Task material:
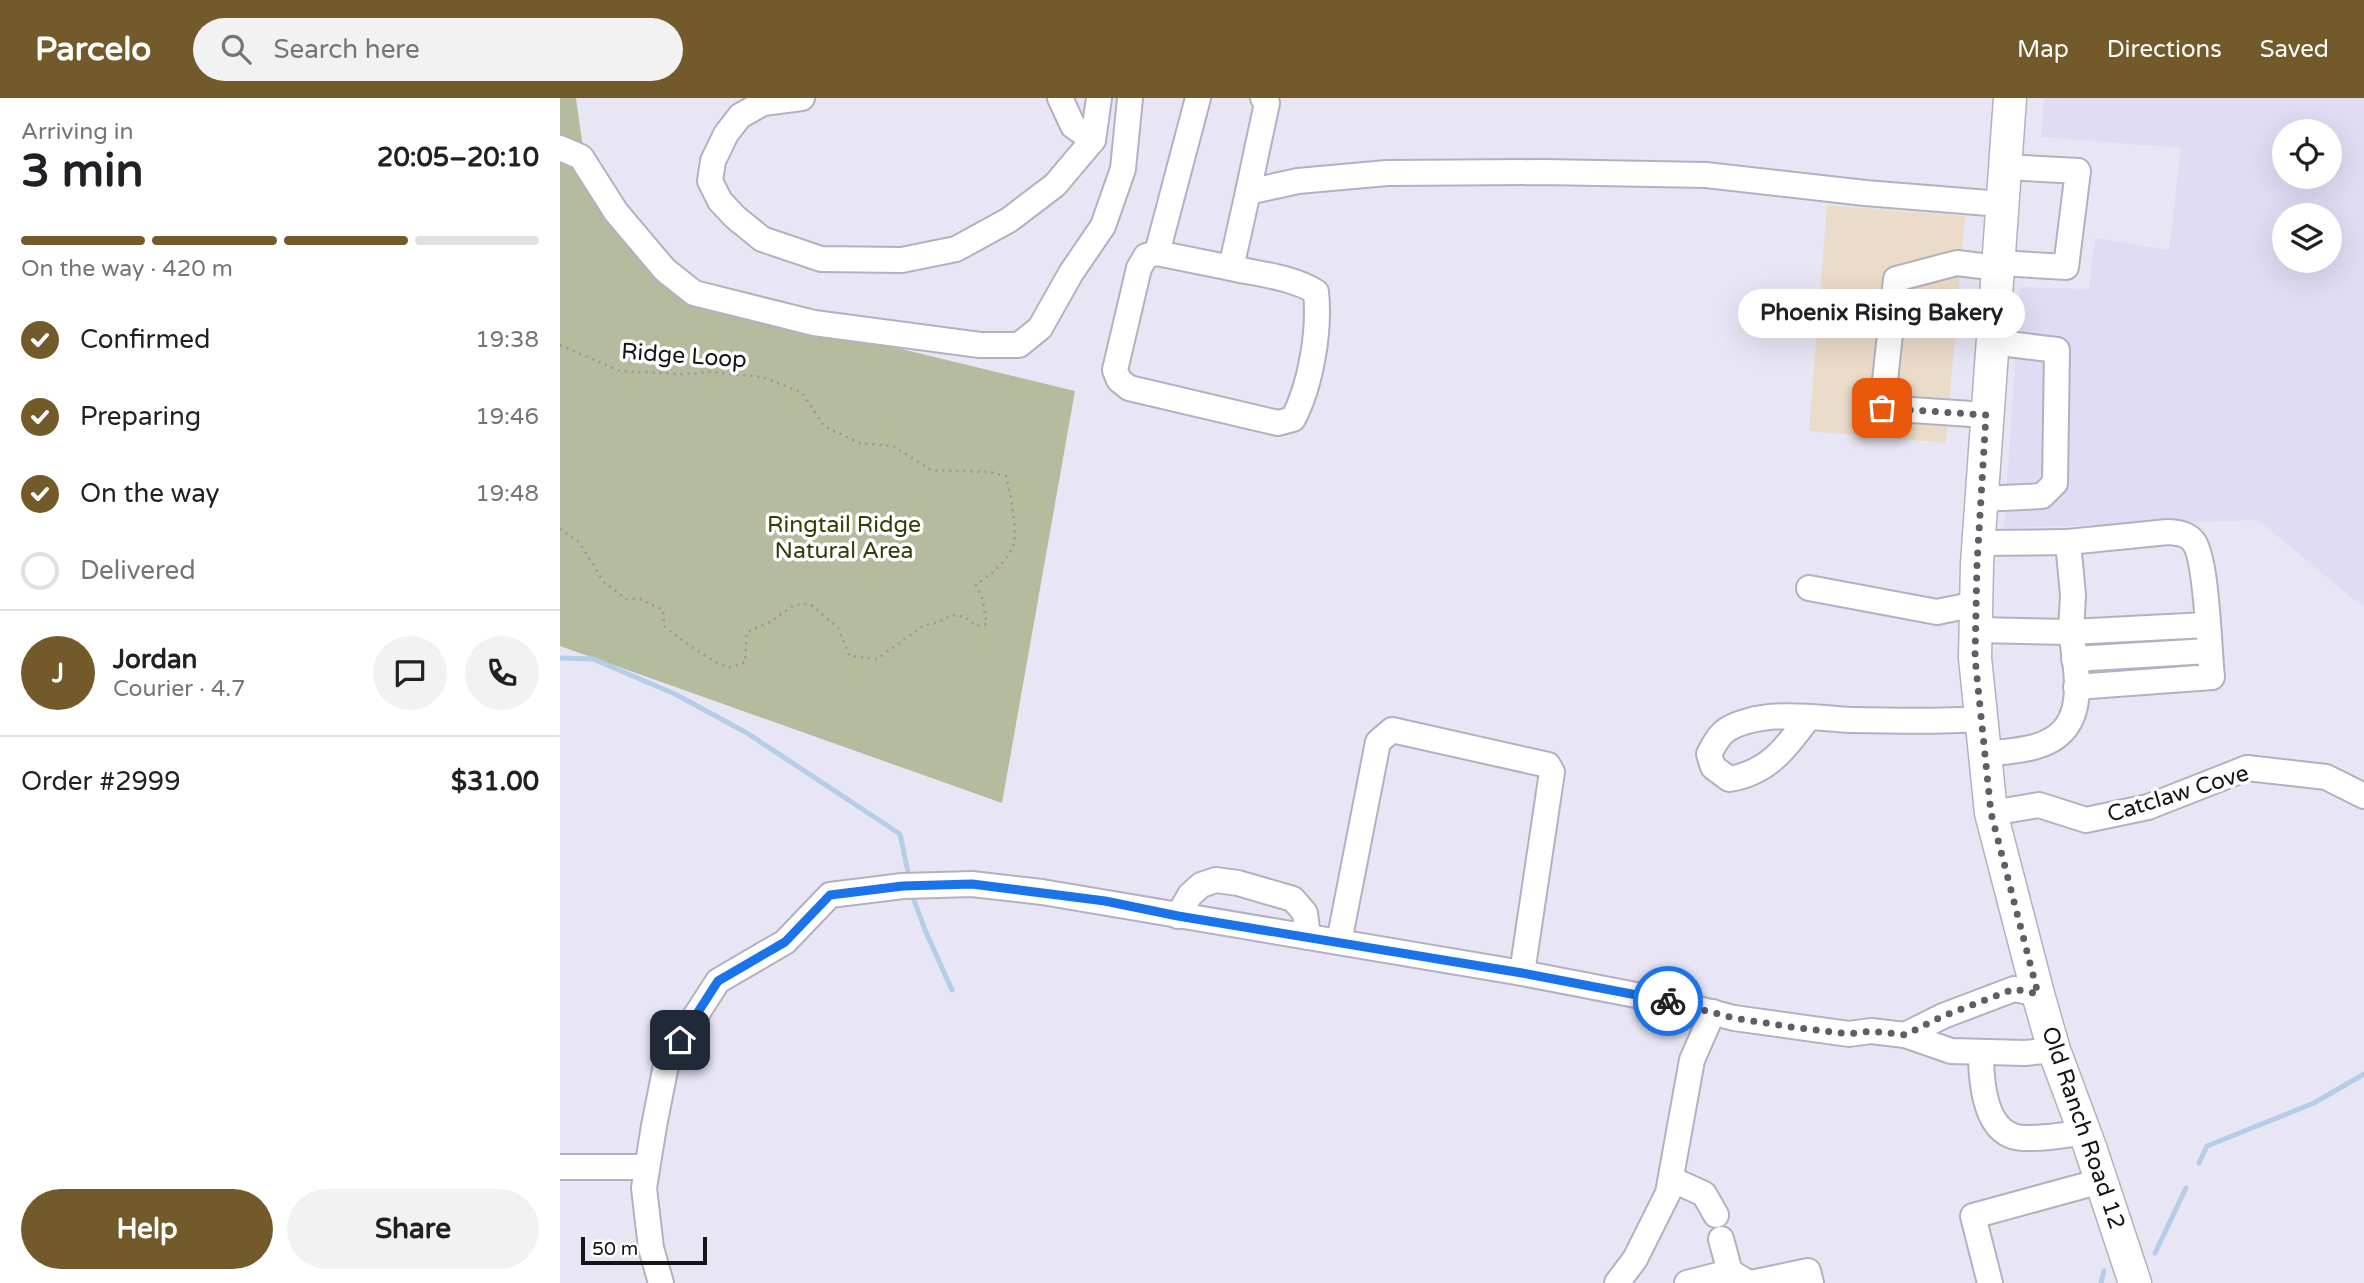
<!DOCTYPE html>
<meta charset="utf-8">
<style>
body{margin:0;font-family:"Varela Round",sans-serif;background:#f2f2f2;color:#202124;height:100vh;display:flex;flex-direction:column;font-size:26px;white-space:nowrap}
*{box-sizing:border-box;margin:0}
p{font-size:23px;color:#757577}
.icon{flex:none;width:38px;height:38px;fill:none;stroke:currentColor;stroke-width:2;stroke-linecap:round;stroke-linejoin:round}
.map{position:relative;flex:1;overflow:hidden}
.drawer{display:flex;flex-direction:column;background:#fff;width:560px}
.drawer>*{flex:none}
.fabs{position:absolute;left:1712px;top:21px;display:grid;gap:14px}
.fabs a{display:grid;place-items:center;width:70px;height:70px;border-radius:50%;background:#fff;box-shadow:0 7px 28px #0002;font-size:35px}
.scale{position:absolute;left:21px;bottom:18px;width:126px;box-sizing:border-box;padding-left:7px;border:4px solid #151419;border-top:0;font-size:19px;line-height:24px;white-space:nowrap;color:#151419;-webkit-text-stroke:5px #fff;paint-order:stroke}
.pin{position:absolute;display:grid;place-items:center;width:60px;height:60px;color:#fff;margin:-30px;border-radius:14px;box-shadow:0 4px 10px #0006}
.courier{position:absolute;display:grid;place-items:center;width:70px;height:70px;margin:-35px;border:5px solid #1a73e8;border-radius:50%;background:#fff;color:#222;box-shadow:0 2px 9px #0007}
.bubble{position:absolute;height:49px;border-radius:24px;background:#fff;box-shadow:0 7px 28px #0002;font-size:23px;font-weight:700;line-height:49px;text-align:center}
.summary em{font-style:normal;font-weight:700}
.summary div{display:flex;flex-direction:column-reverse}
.summary{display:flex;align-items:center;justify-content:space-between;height:119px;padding:0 21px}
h1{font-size:46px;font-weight:700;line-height:52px}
.bar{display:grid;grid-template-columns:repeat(4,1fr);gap:10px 7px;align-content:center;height:84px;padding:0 21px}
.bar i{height:9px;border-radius:5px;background:#e0e0e0}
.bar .selected{background:#725a2a}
.bar p{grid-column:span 4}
.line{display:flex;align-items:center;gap:18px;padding:0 21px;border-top:2px solid #e0e0e0}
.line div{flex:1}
.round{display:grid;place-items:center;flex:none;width:74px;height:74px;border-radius:37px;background:#f2f2f2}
ol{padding:0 21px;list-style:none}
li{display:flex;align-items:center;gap:21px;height:77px}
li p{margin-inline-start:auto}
li .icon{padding:7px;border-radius:50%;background:#725a2a;color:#fff;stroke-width:4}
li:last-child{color:#757577}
li i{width:38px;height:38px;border:4px solid #e0e0e0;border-radius:50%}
.button{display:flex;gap:14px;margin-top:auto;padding:14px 21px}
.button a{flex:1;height:80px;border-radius:42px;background:#725a2a;color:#fff;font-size:28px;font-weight:700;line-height:80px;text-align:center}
.button a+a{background:#f2f2f2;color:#202124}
header{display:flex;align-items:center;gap:42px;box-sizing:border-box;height:98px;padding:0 35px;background:#725a2a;color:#fff}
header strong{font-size:33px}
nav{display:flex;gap:38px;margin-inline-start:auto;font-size:24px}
.search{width:490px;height:63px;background:#f2f2f2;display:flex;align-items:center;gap:18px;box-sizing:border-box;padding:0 24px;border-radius:38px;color:#757577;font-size:26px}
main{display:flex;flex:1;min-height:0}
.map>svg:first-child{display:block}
.commercial{fill:#ebdcc9}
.built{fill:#e0dcf3;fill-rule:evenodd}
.green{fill:#b5bb9d}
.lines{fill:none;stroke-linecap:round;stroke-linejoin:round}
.stream{stroke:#b4cee7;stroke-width:5}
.minor-casing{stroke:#b3b1c0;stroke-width:28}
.major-casing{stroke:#b3b1c0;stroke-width:35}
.path{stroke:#9796a1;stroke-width:2.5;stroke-dasharray:2 5;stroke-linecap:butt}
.minor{stroke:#fff;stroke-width:24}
.major{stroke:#fff;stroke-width:32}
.done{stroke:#5f5e66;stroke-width:7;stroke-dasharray:0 12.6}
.route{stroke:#1a73e8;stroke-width:9}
.labels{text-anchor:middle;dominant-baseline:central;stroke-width:7;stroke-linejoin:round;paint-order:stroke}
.street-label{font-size:23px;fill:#151419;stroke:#fff}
.park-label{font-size:23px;fill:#363d06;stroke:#fff}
</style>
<header>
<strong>Parcelo</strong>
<div class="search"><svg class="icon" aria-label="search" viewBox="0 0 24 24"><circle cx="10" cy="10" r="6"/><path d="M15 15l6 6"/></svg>Search here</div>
<nav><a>Map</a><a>Directions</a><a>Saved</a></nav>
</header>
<main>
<section class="drawer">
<div class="summary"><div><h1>3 min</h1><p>Arriving in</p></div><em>20:05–20:10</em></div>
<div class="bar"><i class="selected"></i><i class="selected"></i><i class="selected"></i><i></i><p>On the way · 420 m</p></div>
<ol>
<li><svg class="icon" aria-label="check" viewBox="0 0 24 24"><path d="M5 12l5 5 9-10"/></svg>Confirmed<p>19:38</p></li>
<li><svg class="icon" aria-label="check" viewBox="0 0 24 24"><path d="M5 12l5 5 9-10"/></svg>Preparing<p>19:46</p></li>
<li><svg class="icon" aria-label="check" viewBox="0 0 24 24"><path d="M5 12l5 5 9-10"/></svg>On the way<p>19:48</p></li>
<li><i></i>Delivered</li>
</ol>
<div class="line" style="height:126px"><b class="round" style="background:#725a2a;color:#fff">J</b><div><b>Jordan</b><p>Courier · 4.7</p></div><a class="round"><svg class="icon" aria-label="chat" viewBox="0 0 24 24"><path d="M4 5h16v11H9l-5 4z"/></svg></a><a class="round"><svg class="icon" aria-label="phone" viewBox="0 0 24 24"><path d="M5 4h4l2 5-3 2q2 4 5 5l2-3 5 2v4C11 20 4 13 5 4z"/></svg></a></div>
<div class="line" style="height:91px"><div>Order #2999</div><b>$31.00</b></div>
<div class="button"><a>Help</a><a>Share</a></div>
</section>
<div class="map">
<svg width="1804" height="1185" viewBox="0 0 1804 1185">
<rect width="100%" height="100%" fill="#e8e6f5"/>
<polygon class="commercial" points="1267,107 1405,118 1386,345 1249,333"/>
<path class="built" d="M1484 0H1804V510L1698 422 1444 430 1460 189 1529 191 1535 140 1609 152 1621 50 1481 39ZM1724 33H1769V79H1724ZM1724 117H1769V163H1724Z"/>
<polygon class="green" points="0,0 16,0 27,79 114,196 515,293 442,705 0,548"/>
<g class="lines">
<g class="stream">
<polyline points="0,560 33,561 115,596 187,635 340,736 348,774"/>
<polyline points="354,802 365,832 392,892"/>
<polyline points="1639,1065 1647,1048 1754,1005 1804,976"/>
<polyline points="1595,1155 1626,1090"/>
<polyline points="1541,1185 1544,1173"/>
</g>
<g class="minor-casing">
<g id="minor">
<polyline points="242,0 203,5 180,18 166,36 153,63 150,83 160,103 175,119 202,141 261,161 342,162 396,151 449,122 495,87 533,42 539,0"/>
<polyline points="500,0 513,28 533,42"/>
<polyline points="0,50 21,59 56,114 105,172 134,195 254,225 420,247 459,247 480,230 511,175 543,128 563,71 570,0"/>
<polyline points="688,94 707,5 703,0"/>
<polyline points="597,155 638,0"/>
<polyline points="1439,165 1506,169 1518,73 1445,69"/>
<path d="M671 170 597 155 586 158 579 170 555 272 559 282 569 290 718 325 733 321C751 287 760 232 756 194 732 179 699 176 671 170L688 94 738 83 827 75 984 74 1146 77 1305 95 1441 106"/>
<polyline points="1426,317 1322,310 1336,181 1397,165 1438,170"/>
<polyline points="1421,401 1482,398 1495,385 1497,252 1431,244"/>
<path d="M1508 444 1608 434C1617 435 1626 435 1633 443 1647 459 1649 553 1652 579L1516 589"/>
<polyline points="1419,445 1508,444 1513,497 1511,534 1647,527"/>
<polyline points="1249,490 1377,514 1416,506"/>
<path d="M1416 532 1511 534C1517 578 1531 634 1474 649 1459 653 1441 654 1425 656"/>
<polyline points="1514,561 1649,553"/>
<path d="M1248 620C1226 650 1208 675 1169 681L1153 669 1149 656C1159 636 1165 629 1188 623 1220 614 1258 620 1291 622 1335 623 1378 624 1421 621"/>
<polyline points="1431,715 1479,707 1526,722 1588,709 1687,670 1766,679 1804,698"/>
<polyline points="618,818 630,797 641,787 656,782 678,785 733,801 745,815 748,839"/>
<polyline points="779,844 818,644 832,632 988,667 992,674 962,875"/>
<polyline points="1345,937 1383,918 1454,891 1478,896"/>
<path d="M1421 954C1421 984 1424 1038 1463 1040 1484 1041 1505 1037 1525 1034"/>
<polyline points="0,1069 87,1069"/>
<polyline points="1111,1081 1144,1096 1156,1117"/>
<polyline points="1161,1141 1170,1174 1189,1185"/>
<polyline points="101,1185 91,1150 84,1090 94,1028 107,962 158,883 225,844 270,797 343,788 412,786 482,794 962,875 1112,904 1174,920 1289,936 1311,933 1345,937 1391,953 1465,955 1494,952"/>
<polyline points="1057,1185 1075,1161 1108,1095 1132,962 1153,914"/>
<polyline points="1127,1185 1170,1174"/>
<polyline points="1191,1185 1248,1173 1251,1185"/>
<polyline points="1430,1185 1413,1118 1541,1083"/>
</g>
</g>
<g class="major-casing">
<polyline id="major" points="1450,0 1417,466 1415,560 1425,656 1431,715 1478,896 1494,952 1530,1049 1575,1185"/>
</g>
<path class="path" d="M0 247 60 273 121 276 152 274 202 279 241 294 265 329 300 345 333 348 371 372 429 374 446 378C450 392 457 431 454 445 449 463 430 477 416 487L422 500 427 526 416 528 405 519 391 517 379 524 363 528 317 561 290 558 278 530 250 506 234 507 210 524 187 534 185 564C180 566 175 569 169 569 157 568 114 537 104 528L103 512 80 501H66L44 484 19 444 0 431"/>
<use href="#minor" class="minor"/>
<use href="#major" class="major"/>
</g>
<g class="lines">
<polyline class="done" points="1108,903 1174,920 1231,929 1289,936 1311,933 1345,937 1383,918 1454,891 1478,896 1431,715 1415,560 1417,466 1426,317 1322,310"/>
<polyline class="route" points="120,942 158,883 225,844 270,797 343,788 412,786 545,803 618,818 962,875 1108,903"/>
</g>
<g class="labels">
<g class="street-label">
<text transform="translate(124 258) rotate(4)">Ridge Loop</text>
<text transform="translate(1618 696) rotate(-17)">Catclaw Cove</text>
<text transform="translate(1523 1030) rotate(71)">Old Ranch Road 12</text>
</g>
<g class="park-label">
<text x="284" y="427">Ringtail Ridge<tspan x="284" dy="26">Natural Area</tspan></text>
</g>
</g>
</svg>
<div class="fabs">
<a><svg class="icon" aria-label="locate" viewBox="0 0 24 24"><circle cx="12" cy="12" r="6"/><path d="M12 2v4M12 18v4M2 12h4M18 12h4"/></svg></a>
<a><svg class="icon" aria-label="layers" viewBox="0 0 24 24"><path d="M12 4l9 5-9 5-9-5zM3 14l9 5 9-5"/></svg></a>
</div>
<div class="scale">50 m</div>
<div class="pin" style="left:1322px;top:310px;background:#ea580c"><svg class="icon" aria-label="bag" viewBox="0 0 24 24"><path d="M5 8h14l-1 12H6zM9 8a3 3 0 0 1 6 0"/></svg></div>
<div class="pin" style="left:120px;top:942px;background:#1f2937"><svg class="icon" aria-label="home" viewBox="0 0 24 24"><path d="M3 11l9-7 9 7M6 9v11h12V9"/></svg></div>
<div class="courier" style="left:1108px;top:903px"><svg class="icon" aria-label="bike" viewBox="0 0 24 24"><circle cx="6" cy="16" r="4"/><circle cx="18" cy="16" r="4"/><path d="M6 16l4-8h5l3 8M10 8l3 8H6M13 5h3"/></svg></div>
<div class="bubble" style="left:1178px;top:191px;width:287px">Phoenix Rising Bakery</div>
</div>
</main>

Instructions to follow:
Only the lines from the one containing "16l4-8h5l3 8M10 8l3" through the end of the material should be reproduced, exactly, with both ends included.

Solution to this problem:
<div class="courier" style="left:1108px;top:903px"><svg class="icon" aria-label="bike" viewBox="0 0 24 24"><circle cx="6" cy="16" r="4"/><circle cx="18" cy="16" r="4"/><path d="M6 16l4-8h5l3 8M10 8l3 8H6M13 5h3"/></svg></div>
<div class="bubble" style="left:1178px;top:191px;width:287px">Phoenix Rising Bakery</div>
</div>
</main>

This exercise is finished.